Anonymous Monk has asked for the wisdom of the Perl Monks concerning the following question:

Hi, I have a problem in specifying a pattern match where the string can include anything. I'm tring to hide passwords in text. The basic formats of the text are as follows.
Format 1
logger abcdef123,"$Ł*&GHi^
Note that both of the elements delimited by the comma are passwords. If a password contains non alphanumeric characters it has to be in quotes.
Format 2
logger "765)(?>jh",hhhhhh,joebloggs
In this example I would only want to hide elements 1 & 2. The third is a username. The code I was using which worked until the passwords were changed to include non-alphanumeric characters was
$string =~ s/(logger\s+)(\w+)(\W+)(\w+)/$1 . ("X" x length($2) . $3 . +("X" x length($4))/e;
A caveat is that if a password is inside quotes it may actually contain a comma as part of the password ! How do I change this to be able to handle any characters in the password ?

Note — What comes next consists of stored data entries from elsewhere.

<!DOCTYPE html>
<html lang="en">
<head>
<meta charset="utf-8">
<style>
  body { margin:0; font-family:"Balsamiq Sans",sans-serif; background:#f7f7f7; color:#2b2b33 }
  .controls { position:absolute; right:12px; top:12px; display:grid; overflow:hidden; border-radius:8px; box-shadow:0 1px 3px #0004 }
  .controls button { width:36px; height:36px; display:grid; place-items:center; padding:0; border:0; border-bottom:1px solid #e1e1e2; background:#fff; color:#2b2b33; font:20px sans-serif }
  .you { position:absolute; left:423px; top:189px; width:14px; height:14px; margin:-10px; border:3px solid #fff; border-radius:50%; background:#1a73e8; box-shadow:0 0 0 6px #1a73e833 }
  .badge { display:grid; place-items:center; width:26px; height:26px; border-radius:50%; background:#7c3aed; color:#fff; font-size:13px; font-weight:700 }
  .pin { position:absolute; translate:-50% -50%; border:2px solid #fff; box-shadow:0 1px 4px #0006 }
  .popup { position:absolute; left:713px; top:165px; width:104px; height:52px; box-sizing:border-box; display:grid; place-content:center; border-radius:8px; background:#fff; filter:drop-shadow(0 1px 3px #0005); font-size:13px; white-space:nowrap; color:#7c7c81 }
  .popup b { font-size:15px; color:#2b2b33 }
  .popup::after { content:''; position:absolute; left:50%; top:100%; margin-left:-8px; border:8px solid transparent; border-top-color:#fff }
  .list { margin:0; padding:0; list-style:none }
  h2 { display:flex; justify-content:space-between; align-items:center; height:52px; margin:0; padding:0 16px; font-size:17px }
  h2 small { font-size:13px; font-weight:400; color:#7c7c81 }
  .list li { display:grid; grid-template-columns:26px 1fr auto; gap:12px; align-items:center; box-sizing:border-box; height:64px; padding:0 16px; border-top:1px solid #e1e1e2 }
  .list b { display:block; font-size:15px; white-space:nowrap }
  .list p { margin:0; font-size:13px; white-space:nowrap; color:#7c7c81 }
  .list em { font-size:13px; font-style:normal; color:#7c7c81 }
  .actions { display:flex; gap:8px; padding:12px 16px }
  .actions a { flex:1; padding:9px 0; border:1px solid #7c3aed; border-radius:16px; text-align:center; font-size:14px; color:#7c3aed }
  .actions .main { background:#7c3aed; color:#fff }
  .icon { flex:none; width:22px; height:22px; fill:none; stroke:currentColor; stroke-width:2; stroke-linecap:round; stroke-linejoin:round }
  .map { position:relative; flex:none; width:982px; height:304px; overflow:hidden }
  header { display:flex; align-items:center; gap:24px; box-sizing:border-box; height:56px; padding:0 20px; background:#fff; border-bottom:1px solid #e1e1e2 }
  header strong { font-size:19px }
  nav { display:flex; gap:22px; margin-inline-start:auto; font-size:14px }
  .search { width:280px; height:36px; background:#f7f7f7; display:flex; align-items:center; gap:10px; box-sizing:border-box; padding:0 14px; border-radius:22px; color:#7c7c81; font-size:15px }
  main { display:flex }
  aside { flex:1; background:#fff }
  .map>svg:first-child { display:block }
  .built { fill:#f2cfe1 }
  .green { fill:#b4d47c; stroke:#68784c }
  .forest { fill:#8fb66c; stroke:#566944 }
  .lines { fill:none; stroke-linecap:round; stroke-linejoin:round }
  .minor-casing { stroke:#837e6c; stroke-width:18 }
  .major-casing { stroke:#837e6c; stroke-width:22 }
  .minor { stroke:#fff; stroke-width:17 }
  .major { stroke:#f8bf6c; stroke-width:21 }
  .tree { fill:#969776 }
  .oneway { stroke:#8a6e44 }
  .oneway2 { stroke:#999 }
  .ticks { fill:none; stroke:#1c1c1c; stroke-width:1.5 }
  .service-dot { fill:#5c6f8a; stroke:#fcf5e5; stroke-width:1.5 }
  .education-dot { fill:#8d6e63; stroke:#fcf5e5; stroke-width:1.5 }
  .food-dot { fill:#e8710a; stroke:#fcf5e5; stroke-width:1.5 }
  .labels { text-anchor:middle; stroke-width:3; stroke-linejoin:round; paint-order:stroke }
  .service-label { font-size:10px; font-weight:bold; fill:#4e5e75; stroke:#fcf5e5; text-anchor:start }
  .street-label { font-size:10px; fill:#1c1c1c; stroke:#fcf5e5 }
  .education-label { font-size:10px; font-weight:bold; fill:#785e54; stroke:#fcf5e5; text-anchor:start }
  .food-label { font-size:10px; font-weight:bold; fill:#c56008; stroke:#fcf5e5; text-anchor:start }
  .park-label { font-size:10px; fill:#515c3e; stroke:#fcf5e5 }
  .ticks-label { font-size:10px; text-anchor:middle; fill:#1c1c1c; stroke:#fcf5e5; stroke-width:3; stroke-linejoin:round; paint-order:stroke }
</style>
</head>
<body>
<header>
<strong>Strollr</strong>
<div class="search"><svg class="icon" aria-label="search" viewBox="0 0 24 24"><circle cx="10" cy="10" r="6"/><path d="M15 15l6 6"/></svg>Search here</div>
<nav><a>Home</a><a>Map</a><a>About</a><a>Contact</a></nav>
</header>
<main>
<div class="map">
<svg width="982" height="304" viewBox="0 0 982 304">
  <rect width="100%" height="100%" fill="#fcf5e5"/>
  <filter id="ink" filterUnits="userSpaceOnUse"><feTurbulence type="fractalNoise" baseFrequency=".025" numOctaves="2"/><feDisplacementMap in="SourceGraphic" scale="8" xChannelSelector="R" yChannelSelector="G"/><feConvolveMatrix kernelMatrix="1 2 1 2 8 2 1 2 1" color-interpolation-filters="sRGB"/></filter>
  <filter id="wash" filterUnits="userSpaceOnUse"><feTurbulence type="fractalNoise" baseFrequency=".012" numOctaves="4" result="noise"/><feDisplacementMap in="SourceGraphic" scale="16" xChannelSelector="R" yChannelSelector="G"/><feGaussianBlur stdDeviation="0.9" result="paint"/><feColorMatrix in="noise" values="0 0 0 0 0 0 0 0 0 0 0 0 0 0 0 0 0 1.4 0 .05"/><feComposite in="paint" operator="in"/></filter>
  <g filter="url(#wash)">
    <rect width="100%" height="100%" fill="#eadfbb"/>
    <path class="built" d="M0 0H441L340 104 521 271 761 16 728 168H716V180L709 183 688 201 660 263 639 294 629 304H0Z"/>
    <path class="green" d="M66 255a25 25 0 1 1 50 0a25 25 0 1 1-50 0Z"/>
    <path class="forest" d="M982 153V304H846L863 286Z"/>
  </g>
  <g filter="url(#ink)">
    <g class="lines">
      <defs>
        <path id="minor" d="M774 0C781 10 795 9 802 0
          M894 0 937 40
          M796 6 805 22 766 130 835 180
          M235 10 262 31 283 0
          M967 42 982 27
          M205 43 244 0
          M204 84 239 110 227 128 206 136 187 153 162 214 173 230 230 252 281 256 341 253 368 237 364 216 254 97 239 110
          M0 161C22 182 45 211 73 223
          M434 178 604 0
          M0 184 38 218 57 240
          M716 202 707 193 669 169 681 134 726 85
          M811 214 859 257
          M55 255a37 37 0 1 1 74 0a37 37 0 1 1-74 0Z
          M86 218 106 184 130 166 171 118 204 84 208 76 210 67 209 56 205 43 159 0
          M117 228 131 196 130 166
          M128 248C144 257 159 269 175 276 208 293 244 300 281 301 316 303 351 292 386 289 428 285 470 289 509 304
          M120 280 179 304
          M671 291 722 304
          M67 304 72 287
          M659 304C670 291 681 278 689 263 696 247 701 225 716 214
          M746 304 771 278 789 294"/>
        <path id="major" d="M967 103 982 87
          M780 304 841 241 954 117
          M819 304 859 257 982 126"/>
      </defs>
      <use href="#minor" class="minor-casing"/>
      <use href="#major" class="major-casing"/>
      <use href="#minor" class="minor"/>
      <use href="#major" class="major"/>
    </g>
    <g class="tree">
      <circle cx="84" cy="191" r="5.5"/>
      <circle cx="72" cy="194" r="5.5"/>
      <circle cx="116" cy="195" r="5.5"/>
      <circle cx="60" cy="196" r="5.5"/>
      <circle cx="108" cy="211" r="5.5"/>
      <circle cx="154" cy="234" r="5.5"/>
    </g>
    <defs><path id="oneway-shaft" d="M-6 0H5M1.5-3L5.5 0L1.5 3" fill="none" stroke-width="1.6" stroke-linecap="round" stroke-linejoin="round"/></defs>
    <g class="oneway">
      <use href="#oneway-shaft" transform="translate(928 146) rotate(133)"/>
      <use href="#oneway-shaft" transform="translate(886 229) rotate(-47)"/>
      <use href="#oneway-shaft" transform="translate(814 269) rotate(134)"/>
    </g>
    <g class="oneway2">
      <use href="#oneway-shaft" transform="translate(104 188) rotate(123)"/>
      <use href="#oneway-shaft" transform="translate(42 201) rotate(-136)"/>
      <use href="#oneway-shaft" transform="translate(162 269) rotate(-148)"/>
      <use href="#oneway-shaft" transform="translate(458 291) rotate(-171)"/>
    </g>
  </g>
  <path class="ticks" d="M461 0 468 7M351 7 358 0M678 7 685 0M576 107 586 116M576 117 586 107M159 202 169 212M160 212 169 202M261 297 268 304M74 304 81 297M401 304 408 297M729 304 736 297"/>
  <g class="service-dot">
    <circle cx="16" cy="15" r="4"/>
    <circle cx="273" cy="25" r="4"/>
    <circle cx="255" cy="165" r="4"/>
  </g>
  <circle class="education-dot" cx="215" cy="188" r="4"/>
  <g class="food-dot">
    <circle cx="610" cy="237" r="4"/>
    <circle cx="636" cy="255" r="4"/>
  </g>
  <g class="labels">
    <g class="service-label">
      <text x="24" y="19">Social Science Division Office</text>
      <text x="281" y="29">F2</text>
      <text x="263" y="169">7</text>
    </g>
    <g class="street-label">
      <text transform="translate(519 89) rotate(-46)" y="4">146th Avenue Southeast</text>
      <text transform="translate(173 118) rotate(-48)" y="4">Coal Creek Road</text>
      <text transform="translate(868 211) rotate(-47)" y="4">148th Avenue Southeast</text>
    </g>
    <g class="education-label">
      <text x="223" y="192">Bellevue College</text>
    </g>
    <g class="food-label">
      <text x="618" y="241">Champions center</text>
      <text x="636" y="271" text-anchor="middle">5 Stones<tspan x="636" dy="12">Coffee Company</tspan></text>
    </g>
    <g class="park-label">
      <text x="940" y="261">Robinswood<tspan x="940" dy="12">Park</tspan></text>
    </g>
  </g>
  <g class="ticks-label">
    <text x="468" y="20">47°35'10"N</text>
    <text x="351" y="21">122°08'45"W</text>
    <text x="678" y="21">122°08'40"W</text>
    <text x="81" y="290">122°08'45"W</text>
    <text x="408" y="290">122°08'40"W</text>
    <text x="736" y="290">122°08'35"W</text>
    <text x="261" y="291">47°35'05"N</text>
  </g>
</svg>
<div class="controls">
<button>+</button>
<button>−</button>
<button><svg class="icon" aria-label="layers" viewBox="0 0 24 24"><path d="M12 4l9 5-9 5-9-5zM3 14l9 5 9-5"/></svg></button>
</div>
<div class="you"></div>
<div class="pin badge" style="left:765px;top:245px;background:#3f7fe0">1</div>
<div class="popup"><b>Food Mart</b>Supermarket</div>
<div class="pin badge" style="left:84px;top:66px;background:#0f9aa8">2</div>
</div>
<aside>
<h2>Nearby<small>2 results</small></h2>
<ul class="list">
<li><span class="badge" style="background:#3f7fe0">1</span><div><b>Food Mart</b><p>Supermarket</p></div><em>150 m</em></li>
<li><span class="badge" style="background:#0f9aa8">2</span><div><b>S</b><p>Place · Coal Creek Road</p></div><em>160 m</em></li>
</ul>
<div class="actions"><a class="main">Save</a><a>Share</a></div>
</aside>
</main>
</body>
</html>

Replies are listed 'Best First'.
Re: Match any characters
by GrandFather (Saint) on Feb 10, 2006 at 09:21 UTC

    Is this what you are after:

    use warnings; use strict; while (<DATA>) { chomp; s/ (logger\s+) ("[^"]*"|\w+)(,)([^,]+)(.*) /$1 . ("X" x length($2)) . $3 . ("X" x length($4) . $5)/ex; print "$_\n"; } __DATA__ logger abcdef123,"$Ł*&GHi^ logger "765)(?>jh",hhhhhh,joebloggs logger "7,)(?>jh",yyyyyyy,fredbloggs

    Prints:

    logger XXXXXXXXX,XXXXXXXXX logger XXXXXXXXXXX,XXXXXX,joebloggs logger XXXXXXXXXX,XXXXXXX,fredbloggs

    DWIM is Perl's answer to Gödel
      Thanks. I've just discovered a slight variation on the theme in the log I'm interrogating which will need handling however.
      It seems that the first element after logger is not always a password. This field may be alphanumeric and possibly include the @ # Ł $ and _ characters (but no others) and may not be surrounded by quotes e.g.
      logger abc@def,"werty^%$&" logger ab$Łef,12trsgh logger "765)(?>jh",hhhhhh,joebloggs logger "7,)(?>jh",yyyyyyy,fredbloggs
      Where the output should be
      logger abc@def,XXXXXXXXX logger ab$Łef,XXXXXXX logger XXXXXXXXXXX,XXXXXX,joebloggs logger XXXXXXXXXX,XXXXXXX,fredbloggs
      How do I adapt the code to handle that ?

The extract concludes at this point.